Trump Threatens LGBTQ Immigrants
Advocates warn of dire impacts on families and the economy.
Donald Trump’s victory spells certain setbacks for LGBTQ rights, and it’s a double whammy for LGBTQ immigrants.
“Make no mistake,” advises Juan Proaño, CEO of the League of United Latin American Citizens (LULAC), the oldest Hispanic civil-rights organization in the United States. “Mass deportations will harm the millions targeted by Donald Trump, the families and communities they are part of, and every person in our country. They will rip parents from their children, destroy businesses and livelihoods, and devastate the fabric of our nation and our economy.”
Proaño reveals that his organization is in the process of securing funding and legal staff to fight what they anticipate will be “vicious, malevolent, cruel, and ruthless” immigration policies.
Colorado governor Jared Polis, a gay married man with children, has become a Trump target because of Polis’ determination to enforce Colorado laws that forbid state and local law enforcement from collaborating with ICE agents who are in Colorado to investigate and apprehend illegal immigrants. While Polis has stated that he supports efforts to address the problems of an overburdened immigration system, he warns that the current work visa system falls drastically short of meeting the demand for hospitality and agricultural workers. That system is partly responsible for the large number of people who cross our southern border to fill jobs that are waiting for them. Without these essential workers, says Polis, Colorado’s economic health is in danger.
Houston immigration attorney Raed Gonzalez Olivieri explains that word spreads quickly among immigrant workers in the US and their relatives south of the border. In Mexico, he says, they had been making $3 a week; now they are working in the US with a weekly paycheck of $500. That leaves little motivation for undergoing the long process—sometimes as long as two years—to negotiate the visa procedure, with no guarantee of approval.

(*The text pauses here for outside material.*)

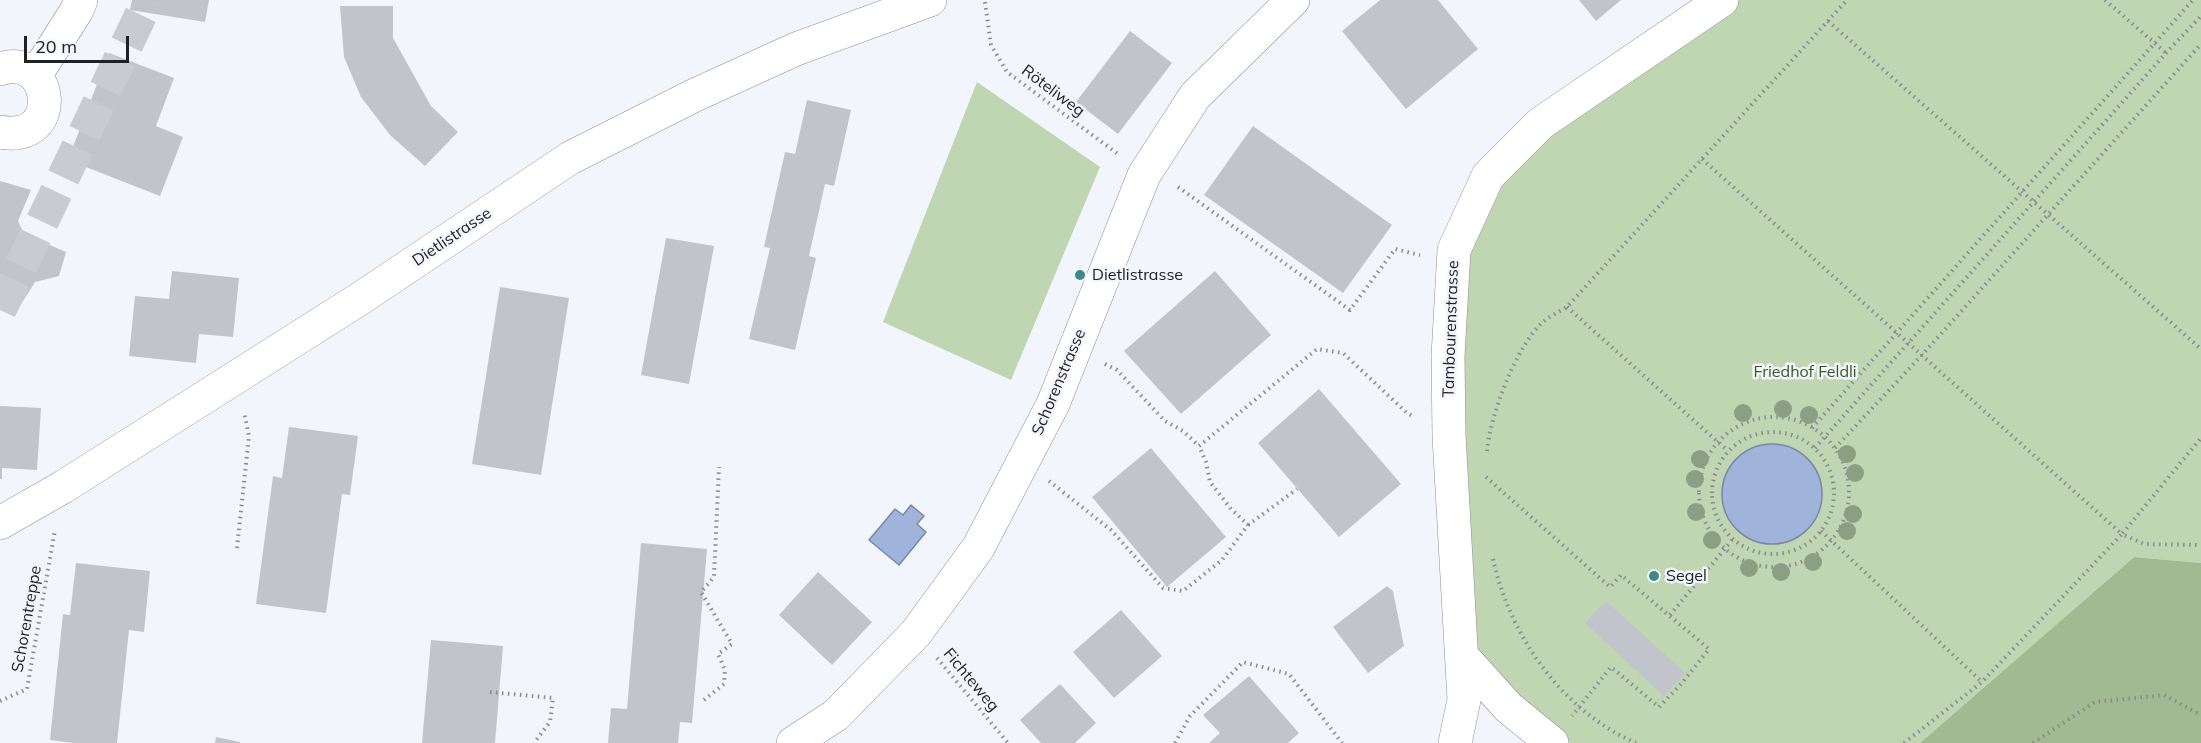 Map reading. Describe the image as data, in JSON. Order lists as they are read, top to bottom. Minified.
{"streets":{"street":["Dietlistrasse","Tambourenstrasse","Schorenstrasse"],"path":["Röteliweg","Schorentreppe","Fichteweg"]},"crossings":[["Röteliweg","Schorenstrasse"],["Schorenstrasse","Fichteweg"]],"parks":["Friedhof Feldli"],"places":["Dietlistrasse","Segel"],"scale_bar":"20 m"} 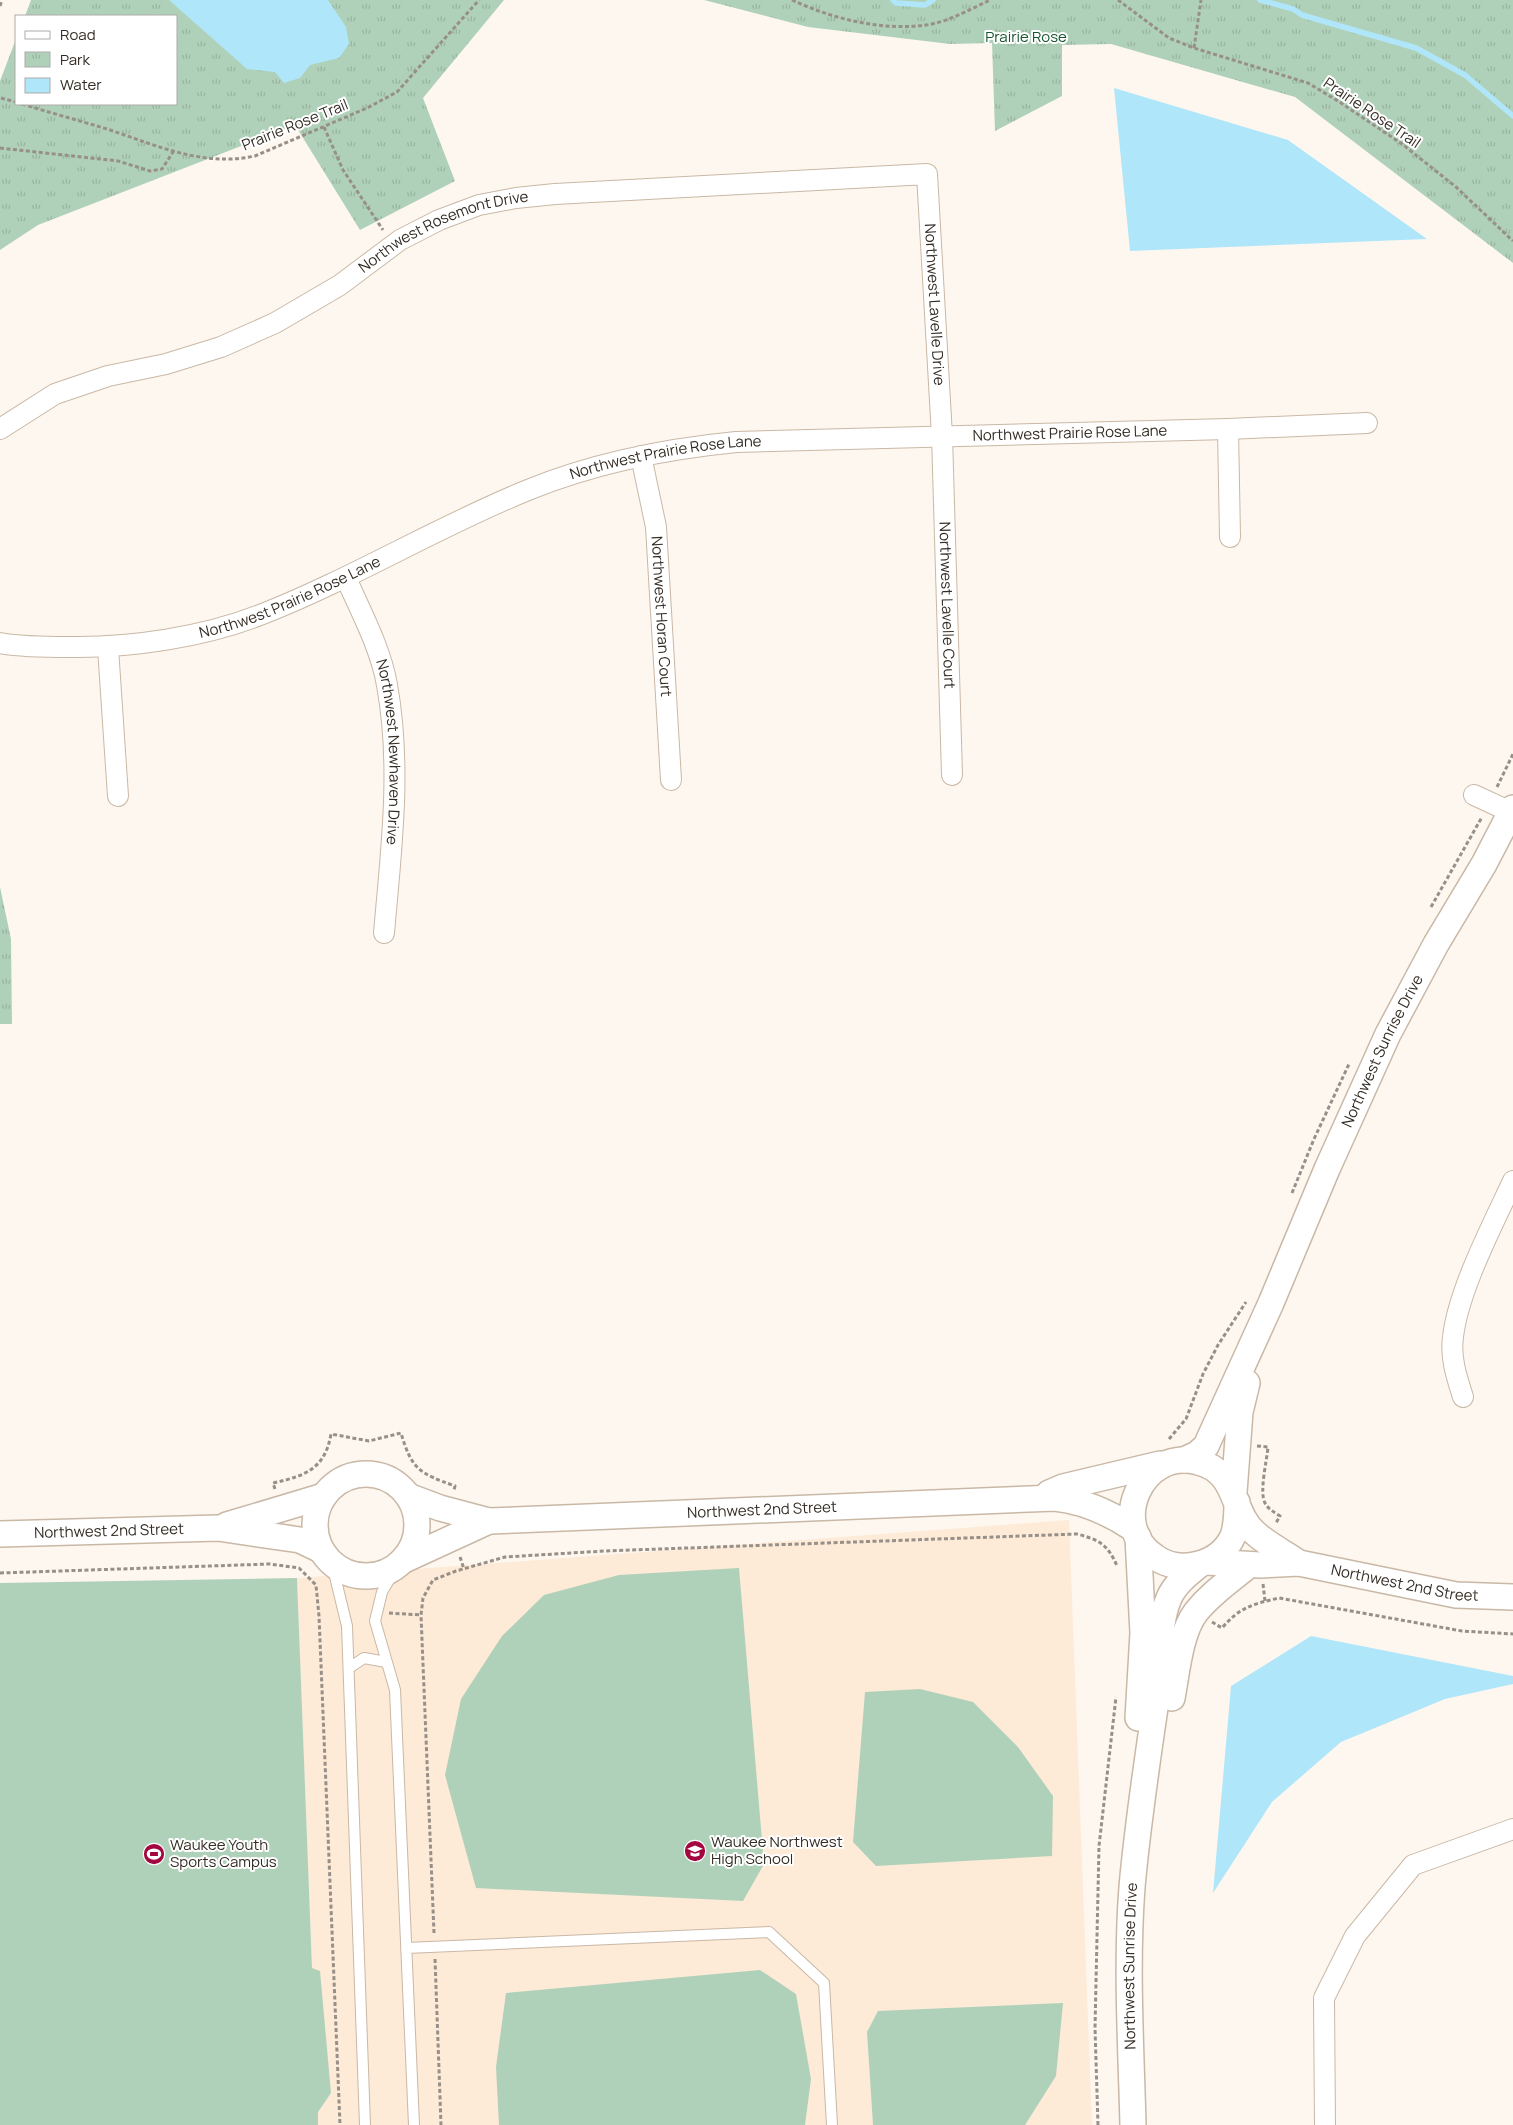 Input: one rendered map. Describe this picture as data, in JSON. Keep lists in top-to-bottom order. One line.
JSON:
{"streets":{"street":["Northwest Rosemont Drive","Northwest Lavelle Drive","Northwest Prairie Rose Lane","Northwest Lavelle Court","Northwest Horan Court","Northwest Newhaven Drive","Northwest Sunrise Drive","Northwest 2nd Street"],"path":["Prairie Rose Trail"]},"crossings":[["Northwest Rosemont Drive","Northwest Lavelle Drive"],["Northwest Lavelle Drive","Northwest Prairie Rose Lane"],["Northwest Lavelle Drive","Northwest Lavelle Court"],["Northwest Prairie Rose Lane","Northwest Lavelle Court"],["Northwest Prairie Rose Lane","Northwest Horan Court"],["Northwest Prairie Rose Lane","Northwest Newhaven Drive"],["Northwest Sunrise Drive","Northwest 2nd Street"]],"parks":["Prairie Rose"],"places":{"school or university":["Waukee Northwest High School"],"sports":["Waukee Youth Sports Campus"]},"legend":["Road","Park","Water"]}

John Nechman, who also practices immigration law in Houston, agrees that illegal immigration is primarily a function of labor supply and demand. “There are no visas available for people to do this legally,” he asserts. “There are jobs in the US that people in this country don’t want to do. So they come up and take them because we need these jobs filled. But now the new administration will blame them for every ill of society and try to deport them and make them evil.
“I’m sure if people had a legal way to go to their consulates in El Salvador, Honduras, or Mexico and apply for these jobs, they would do it in a heartbeat. But we have a broken immigration system. I don’t know any immigration attorney who says that we shouldn’t have control over who comes into the country. But we need to be able to recognize what our labor needs are and have a way to fulfill those needs in a legal way. But it doesn’t happen, because the two political parties can’t agree on what to do.”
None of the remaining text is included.